_Requirement_: In the material beneath, how many lines contain the word "stream"? Give the count alone.

_Listed records_:

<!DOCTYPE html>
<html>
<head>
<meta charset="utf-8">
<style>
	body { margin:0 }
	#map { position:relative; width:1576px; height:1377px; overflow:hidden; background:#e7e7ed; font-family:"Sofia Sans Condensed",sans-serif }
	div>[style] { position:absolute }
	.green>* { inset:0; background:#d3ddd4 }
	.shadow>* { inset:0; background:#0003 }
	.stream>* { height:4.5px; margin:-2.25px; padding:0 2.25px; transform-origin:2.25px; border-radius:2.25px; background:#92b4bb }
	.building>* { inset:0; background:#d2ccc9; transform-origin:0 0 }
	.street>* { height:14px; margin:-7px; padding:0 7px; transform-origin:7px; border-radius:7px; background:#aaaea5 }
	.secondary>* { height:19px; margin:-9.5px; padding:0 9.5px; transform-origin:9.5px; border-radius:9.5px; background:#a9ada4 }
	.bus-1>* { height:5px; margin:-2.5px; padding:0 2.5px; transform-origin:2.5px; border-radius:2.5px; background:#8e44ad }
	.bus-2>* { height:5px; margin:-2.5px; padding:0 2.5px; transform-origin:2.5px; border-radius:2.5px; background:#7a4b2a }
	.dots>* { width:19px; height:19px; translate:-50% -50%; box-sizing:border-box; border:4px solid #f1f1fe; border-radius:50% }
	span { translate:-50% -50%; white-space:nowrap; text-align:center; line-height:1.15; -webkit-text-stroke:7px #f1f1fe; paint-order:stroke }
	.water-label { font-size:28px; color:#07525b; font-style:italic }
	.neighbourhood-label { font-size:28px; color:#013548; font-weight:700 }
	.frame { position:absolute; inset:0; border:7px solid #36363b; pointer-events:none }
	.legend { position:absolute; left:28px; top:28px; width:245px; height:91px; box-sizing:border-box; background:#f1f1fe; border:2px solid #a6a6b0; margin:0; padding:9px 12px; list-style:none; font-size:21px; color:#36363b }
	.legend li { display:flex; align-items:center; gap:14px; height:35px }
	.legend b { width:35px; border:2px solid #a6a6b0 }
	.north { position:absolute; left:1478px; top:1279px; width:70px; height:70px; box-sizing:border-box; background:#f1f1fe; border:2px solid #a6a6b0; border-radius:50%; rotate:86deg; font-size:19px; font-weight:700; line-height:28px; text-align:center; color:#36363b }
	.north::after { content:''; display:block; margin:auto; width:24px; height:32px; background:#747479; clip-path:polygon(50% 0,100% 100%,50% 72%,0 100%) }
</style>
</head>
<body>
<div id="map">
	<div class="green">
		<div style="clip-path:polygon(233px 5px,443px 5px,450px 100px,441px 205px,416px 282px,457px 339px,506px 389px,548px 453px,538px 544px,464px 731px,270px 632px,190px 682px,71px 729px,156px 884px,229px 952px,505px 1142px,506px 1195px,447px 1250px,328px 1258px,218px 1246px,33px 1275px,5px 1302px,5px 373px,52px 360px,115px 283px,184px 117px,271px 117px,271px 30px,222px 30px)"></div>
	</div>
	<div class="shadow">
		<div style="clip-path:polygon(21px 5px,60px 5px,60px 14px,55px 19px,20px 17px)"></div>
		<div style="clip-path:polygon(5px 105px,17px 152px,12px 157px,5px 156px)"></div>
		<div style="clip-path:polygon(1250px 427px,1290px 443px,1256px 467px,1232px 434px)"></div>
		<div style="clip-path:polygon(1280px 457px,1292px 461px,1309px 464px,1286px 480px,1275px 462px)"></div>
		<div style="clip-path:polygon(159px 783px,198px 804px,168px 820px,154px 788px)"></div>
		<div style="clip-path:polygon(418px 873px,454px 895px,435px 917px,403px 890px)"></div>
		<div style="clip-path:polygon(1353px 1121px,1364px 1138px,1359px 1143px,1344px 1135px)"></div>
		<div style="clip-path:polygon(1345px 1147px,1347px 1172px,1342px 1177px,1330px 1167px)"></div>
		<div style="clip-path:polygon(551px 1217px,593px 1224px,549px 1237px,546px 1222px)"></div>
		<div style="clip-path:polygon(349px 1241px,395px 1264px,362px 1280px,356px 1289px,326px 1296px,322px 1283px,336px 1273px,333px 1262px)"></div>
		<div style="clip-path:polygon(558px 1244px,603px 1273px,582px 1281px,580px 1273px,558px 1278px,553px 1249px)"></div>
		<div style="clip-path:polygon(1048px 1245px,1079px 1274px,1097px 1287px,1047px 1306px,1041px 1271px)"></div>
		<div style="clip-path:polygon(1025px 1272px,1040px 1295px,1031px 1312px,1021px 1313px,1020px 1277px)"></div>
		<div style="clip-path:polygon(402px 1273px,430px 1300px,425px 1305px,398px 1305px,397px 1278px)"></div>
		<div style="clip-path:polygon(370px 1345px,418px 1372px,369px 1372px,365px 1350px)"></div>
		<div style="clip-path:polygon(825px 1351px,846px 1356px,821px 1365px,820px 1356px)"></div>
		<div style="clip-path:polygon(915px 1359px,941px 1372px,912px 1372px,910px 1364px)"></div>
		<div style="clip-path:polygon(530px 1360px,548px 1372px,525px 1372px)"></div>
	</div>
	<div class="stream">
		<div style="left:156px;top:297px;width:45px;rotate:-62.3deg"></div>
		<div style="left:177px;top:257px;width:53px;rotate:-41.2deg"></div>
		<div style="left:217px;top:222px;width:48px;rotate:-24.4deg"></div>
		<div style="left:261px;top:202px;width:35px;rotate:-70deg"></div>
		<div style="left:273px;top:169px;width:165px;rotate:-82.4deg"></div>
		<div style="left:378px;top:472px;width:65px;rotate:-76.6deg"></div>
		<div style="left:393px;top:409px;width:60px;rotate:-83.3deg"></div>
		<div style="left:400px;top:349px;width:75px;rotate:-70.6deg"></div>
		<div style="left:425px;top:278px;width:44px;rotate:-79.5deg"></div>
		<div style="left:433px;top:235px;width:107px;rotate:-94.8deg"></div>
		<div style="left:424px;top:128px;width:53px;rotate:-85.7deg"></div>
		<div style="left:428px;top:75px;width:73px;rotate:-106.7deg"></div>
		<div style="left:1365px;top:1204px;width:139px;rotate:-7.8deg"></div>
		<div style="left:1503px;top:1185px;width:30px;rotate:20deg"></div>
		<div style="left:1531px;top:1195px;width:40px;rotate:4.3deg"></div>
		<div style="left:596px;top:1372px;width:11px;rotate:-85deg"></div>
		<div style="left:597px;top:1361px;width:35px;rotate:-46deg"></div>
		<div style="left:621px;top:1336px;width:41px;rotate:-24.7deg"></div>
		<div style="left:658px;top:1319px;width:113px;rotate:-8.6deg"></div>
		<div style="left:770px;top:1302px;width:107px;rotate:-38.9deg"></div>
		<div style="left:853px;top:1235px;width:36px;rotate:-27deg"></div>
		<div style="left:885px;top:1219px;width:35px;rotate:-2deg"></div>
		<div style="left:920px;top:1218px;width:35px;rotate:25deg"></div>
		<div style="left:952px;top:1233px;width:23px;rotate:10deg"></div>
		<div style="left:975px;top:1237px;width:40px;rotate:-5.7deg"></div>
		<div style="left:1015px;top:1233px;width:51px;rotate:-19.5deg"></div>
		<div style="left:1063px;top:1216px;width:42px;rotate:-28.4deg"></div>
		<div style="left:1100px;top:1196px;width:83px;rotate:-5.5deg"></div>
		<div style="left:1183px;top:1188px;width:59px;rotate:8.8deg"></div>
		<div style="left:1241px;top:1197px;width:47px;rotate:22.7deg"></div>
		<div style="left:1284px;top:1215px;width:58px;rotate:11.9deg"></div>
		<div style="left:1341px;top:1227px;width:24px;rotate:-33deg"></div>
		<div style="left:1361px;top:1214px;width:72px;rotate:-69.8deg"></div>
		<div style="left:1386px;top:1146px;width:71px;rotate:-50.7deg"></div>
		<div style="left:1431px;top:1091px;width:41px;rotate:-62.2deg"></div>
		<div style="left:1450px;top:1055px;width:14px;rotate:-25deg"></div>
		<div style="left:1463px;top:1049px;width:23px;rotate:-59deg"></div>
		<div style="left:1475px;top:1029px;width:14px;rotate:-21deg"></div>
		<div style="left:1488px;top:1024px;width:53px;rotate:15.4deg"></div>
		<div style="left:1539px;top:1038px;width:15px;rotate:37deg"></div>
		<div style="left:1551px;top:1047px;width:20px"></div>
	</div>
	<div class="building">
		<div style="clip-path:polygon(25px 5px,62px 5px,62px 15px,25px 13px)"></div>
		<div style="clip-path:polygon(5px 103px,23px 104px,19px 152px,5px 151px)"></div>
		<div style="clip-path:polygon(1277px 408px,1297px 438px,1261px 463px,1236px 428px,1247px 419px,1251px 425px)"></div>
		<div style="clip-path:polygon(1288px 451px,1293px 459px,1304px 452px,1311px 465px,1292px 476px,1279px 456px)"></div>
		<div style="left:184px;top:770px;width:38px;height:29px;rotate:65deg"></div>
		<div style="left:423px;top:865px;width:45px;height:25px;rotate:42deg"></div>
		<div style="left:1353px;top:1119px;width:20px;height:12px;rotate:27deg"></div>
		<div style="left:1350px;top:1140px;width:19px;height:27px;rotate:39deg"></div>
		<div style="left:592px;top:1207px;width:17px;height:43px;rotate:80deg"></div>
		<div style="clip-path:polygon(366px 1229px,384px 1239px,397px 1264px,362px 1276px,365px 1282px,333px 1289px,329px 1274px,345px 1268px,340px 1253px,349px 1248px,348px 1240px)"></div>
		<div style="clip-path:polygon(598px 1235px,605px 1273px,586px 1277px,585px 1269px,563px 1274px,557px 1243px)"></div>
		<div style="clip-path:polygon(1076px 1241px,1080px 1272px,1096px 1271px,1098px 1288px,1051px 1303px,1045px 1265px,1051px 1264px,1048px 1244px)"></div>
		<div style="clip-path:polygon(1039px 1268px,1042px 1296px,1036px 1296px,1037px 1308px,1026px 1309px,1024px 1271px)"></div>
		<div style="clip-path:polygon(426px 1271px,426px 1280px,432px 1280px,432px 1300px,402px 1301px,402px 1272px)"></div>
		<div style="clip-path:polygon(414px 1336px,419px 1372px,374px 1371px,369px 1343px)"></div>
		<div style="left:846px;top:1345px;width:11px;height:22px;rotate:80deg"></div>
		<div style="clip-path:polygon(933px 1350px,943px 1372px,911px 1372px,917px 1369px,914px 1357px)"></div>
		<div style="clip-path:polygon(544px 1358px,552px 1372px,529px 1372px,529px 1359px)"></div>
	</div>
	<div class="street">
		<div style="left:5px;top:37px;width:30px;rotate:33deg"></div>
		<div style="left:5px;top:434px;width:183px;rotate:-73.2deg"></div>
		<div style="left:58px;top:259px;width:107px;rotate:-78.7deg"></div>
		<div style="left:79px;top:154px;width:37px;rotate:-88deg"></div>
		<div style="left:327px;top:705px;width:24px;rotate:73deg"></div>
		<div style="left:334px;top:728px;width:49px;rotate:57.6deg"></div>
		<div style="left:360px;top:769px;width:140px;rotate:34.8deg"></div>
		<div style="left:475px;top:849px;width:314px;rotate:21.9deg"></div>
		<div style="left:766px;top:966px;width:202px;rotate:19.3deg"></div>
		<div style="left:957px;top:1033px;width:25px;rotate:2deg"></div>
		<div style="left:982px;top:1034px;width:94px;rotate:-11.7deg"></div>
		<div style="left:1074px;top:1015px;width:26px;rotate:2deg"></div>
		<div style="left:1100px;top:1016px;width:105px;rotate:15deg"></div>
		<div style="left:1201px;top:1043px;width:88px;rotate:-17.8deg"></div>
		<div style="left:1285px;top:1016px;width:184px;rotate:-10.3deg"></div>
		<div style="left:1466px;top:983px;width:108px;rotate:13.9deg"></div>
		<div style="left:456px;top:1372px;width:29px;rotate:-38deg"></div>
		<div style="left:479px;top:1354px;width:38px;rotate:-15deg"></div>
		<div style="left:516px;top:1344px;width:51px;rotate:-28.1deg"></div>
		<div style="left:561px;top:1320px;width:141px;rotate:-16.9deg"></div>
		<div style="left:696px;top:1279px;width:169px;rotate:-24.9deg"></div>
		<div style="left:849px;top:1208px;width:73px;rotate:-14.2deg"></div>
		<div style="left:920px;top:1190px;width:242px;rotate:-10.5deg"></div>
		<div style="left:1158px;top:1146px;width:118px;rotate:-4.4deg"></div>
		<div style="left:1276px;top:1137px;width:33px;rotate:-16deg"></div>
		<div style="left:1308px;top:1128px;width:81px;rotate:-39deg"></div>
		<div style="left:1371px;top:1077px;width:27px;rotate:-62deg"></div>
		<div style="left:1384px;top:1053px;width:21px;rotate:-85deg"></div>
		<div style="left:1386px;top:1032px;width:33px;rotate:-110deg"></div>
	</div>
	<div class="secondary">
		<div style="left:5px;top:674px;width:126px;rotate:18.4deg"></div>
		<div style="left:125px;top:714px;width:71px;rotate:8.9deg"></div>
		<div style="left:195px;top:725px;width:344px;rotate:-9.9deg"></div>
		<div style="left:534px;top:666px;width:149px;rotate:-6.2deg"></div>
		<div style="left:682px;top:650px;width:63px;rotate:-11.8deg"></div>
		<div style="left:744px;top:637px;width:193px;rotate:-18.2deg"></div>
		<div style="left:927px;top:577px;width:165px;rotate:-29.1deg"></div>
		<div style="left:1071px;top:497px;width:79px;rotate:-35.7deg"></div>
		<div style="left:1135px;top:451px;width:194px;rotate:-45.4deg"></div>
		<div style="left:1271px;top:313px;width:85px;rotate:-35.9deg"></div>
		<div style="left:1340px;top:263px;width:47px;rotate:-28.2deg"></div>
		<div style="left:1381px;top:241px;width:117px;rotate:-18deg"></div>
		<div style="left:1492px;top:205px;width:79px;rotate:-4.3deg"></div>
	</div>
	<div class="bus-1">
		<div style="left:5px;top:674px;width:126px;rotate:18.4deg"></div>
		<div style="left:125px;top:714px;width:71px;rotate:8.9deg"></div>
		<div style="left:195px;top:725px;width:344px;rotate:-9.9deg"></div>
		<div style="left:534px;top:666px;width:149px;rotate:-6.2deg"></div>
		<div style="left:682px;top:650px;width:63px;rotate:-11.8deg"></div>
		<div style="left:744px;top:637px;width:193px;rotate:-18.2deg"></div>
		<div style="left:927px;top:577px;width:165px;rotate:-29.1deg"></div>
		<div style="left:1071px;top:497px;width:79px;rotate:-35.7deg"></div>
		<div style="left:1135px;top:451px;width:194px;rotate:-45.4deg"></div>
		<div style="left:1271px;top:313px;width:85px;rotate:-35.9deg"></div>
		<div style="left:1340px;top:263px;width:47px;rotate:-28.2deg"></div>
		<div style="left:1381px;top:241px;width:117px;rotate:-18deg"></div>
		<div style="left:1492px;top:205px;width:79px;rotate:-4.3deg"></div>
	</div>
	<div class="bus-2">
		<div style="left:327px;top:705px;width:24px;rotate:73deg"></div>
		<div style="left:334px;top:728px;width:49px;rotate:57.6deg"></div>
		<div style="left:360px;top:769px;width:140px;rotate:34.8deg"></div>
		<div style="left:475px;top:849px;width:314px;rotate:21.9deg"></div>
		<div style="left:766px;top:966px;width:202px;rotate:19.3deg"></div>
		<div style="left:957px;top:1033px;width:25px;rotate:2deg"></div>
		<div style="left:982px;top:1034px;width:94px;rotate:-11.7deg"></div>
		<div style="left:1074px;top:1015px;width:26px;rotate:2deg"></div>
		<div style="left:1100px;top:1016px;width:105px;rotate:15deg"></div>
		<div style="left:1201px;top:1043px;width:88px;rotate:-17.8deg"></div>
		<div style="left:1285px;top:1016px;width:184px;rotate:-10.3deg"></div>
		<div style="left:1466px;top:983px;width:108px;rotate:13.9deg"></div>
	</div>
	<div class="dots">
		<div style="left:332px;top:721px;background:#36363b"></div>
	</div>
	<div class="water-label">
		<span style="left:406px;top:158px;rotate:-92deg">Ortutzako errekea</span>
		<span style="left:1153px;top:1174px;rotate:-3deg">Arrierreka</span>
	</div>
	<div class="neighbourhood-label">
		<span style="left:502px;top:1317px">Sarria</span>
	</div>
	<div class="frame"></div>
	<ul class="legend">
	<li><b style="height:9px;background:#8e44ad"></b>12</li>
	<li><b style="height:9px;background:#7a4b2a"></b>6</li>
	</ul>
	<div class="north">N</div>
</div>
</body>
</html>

_Reply_: 2